Start of Data shown

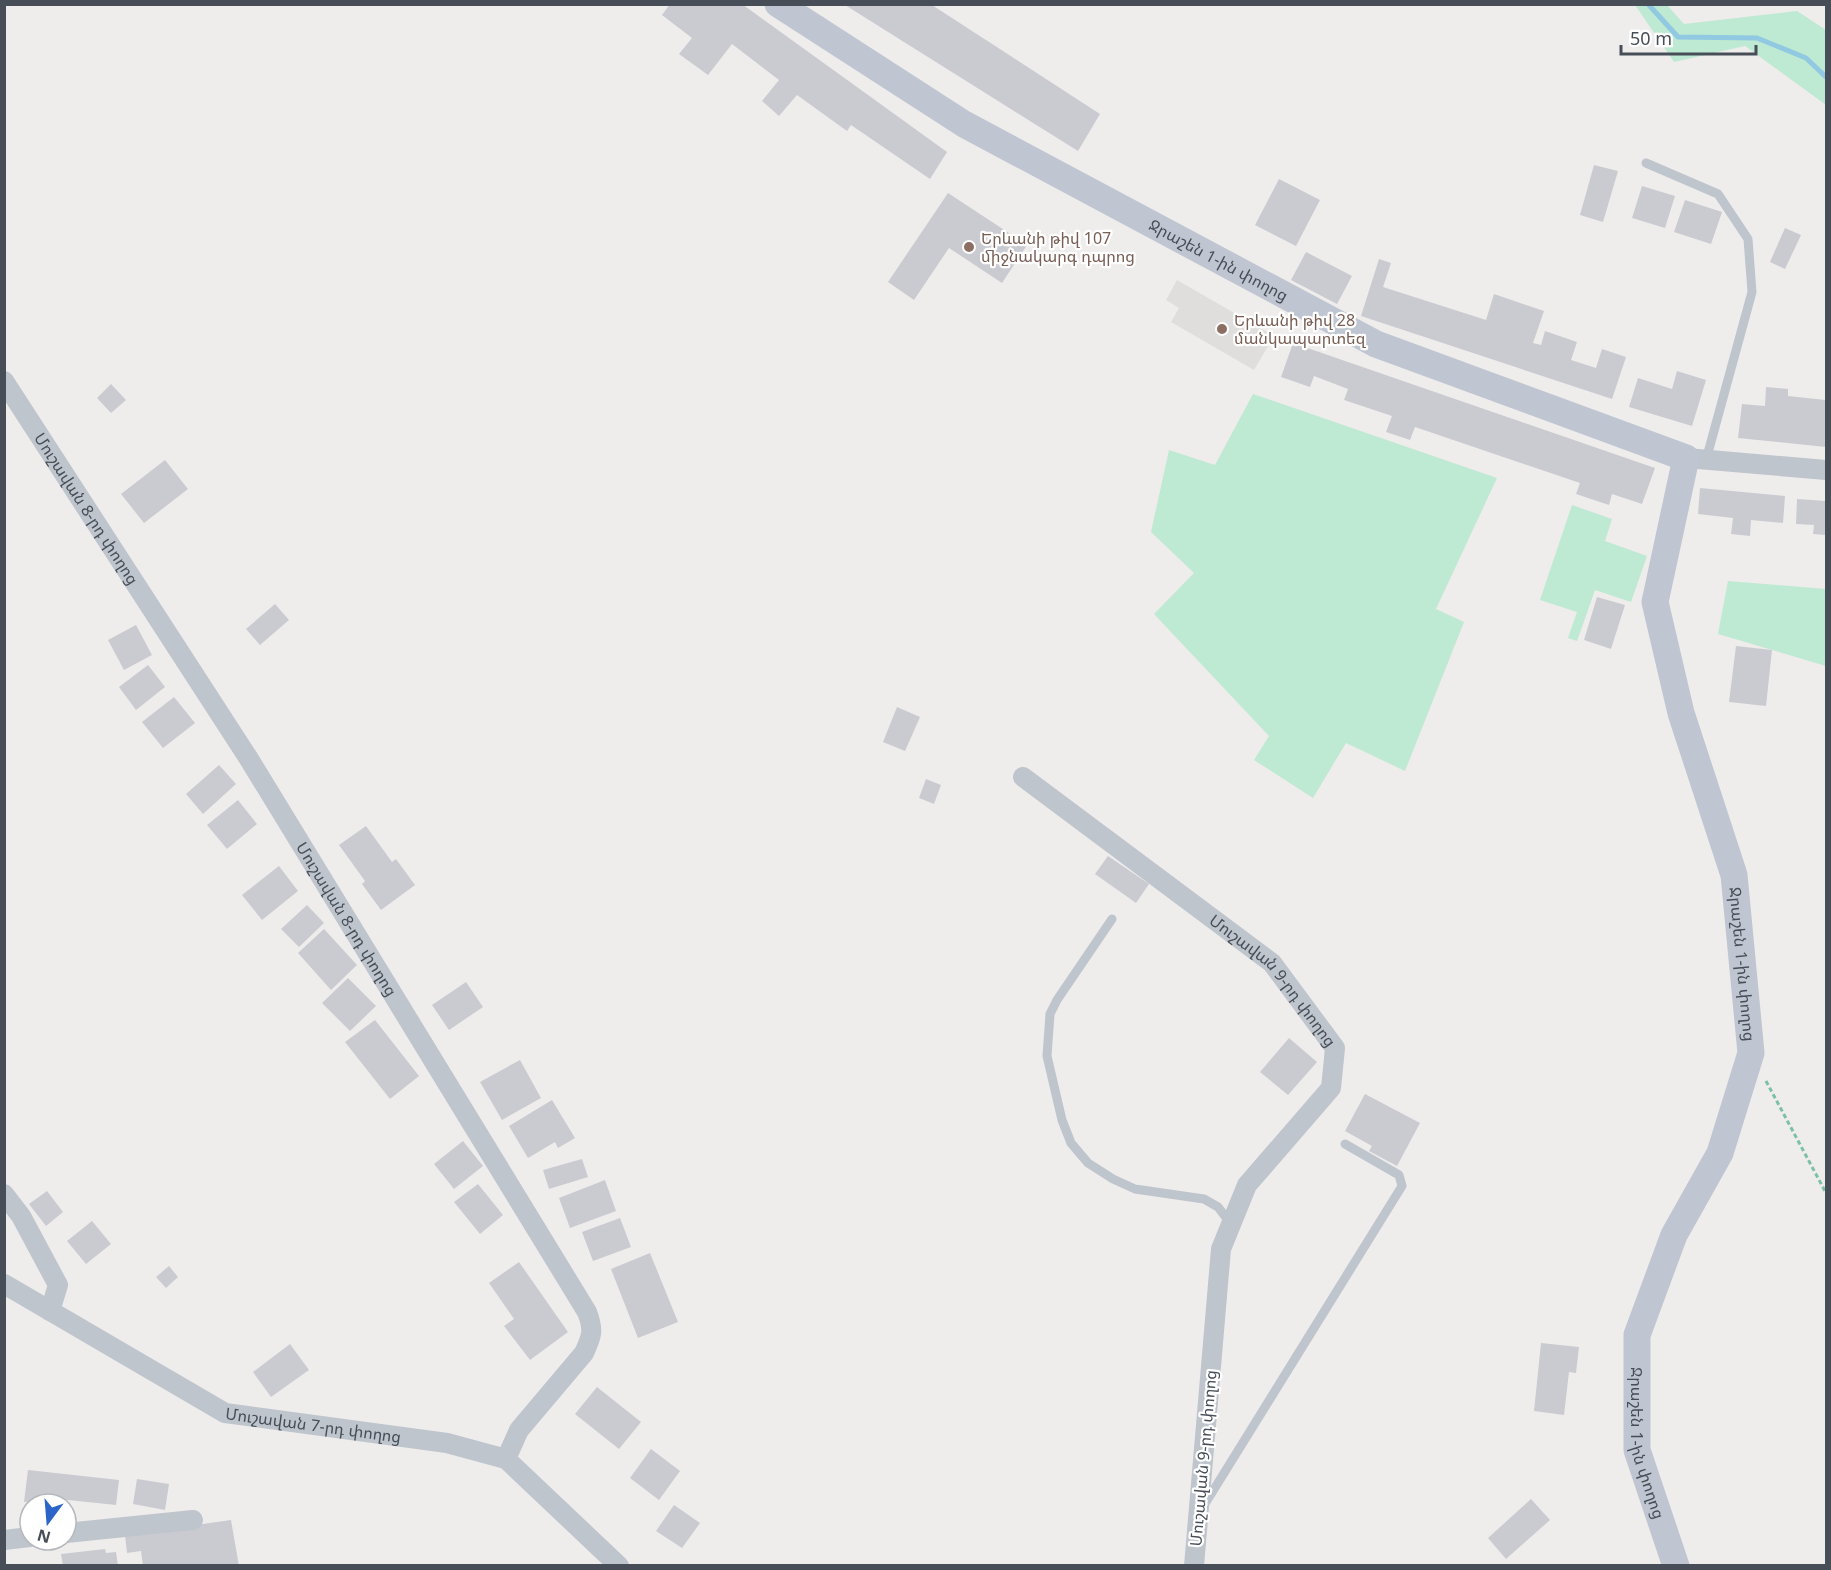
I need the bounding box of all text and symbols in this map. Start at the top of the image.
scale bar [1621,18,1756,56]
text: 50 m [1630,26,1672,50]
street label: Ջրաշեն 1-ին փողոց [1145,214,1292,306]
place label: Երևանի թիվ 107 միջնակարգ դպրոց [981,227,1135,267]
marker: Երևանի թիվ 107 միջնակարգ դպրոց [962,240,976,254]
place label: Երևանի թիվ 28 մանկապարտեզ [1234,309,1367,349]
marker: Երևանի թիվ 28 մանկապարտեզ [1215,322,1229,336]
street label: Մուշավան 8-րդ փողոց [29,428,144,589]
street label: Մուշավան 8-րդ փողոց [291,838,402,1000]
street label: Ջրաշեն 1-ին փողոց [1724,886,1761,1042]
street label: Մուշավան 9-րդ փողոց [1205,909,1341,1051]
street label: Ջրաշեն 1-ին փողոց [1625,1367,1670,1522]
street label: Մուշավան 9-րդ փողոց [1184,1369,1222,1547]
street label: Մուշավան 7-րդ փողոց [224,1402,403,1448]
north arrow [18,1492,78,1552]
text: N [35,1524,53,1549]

End of Data shown

## Work to be completed
Exclude the images and output the lines above exactly.

## Answer space
I need the bounding box of all text and symbols in this map. Start at the top of the image.
scale bar [1621,18,1756,56]
text: 50 m [1630,26,1672,50]
street label: Ջրաշեն 1-ին փողոց [1145,214,1292,306]
place label: Երևանի թիվ 107 միջնակարգ դպրոց [981,227,1135,267]
marker: Երևանի թիվ 107 միջնակարգ դպրոց [962,240,976,254]
place label: Երևանի թիվ 28 մանկապարտեզ [1234,309,1367,349]
marker: Երևանի թիվ 28 մանկապարտեզ [1215,322,1229,336]
street label: Մուշավան 8-րդ փողոց [29,428,144,589]
street label: Մուշավան 8-րդ փողոց [291,838,402,1000]
street label: Ջրաշեն 1-ին փողոց [1724,886,1761,1042]
street label: Մուշավան 9-րդ փողոց [1205,909,1341,1051]
street label: Ջրաշեն 1-ին փողոց [1625,1367,1670,1522]
street label: Մուշավան 9-րդ փողոց [1184,1369,1222,1547]
street label: Մուշավան 7-րդ փողոց [224,1402,403,1448]
north arrow [18,1492,78,1552]
text: N [35,1524,53,1549]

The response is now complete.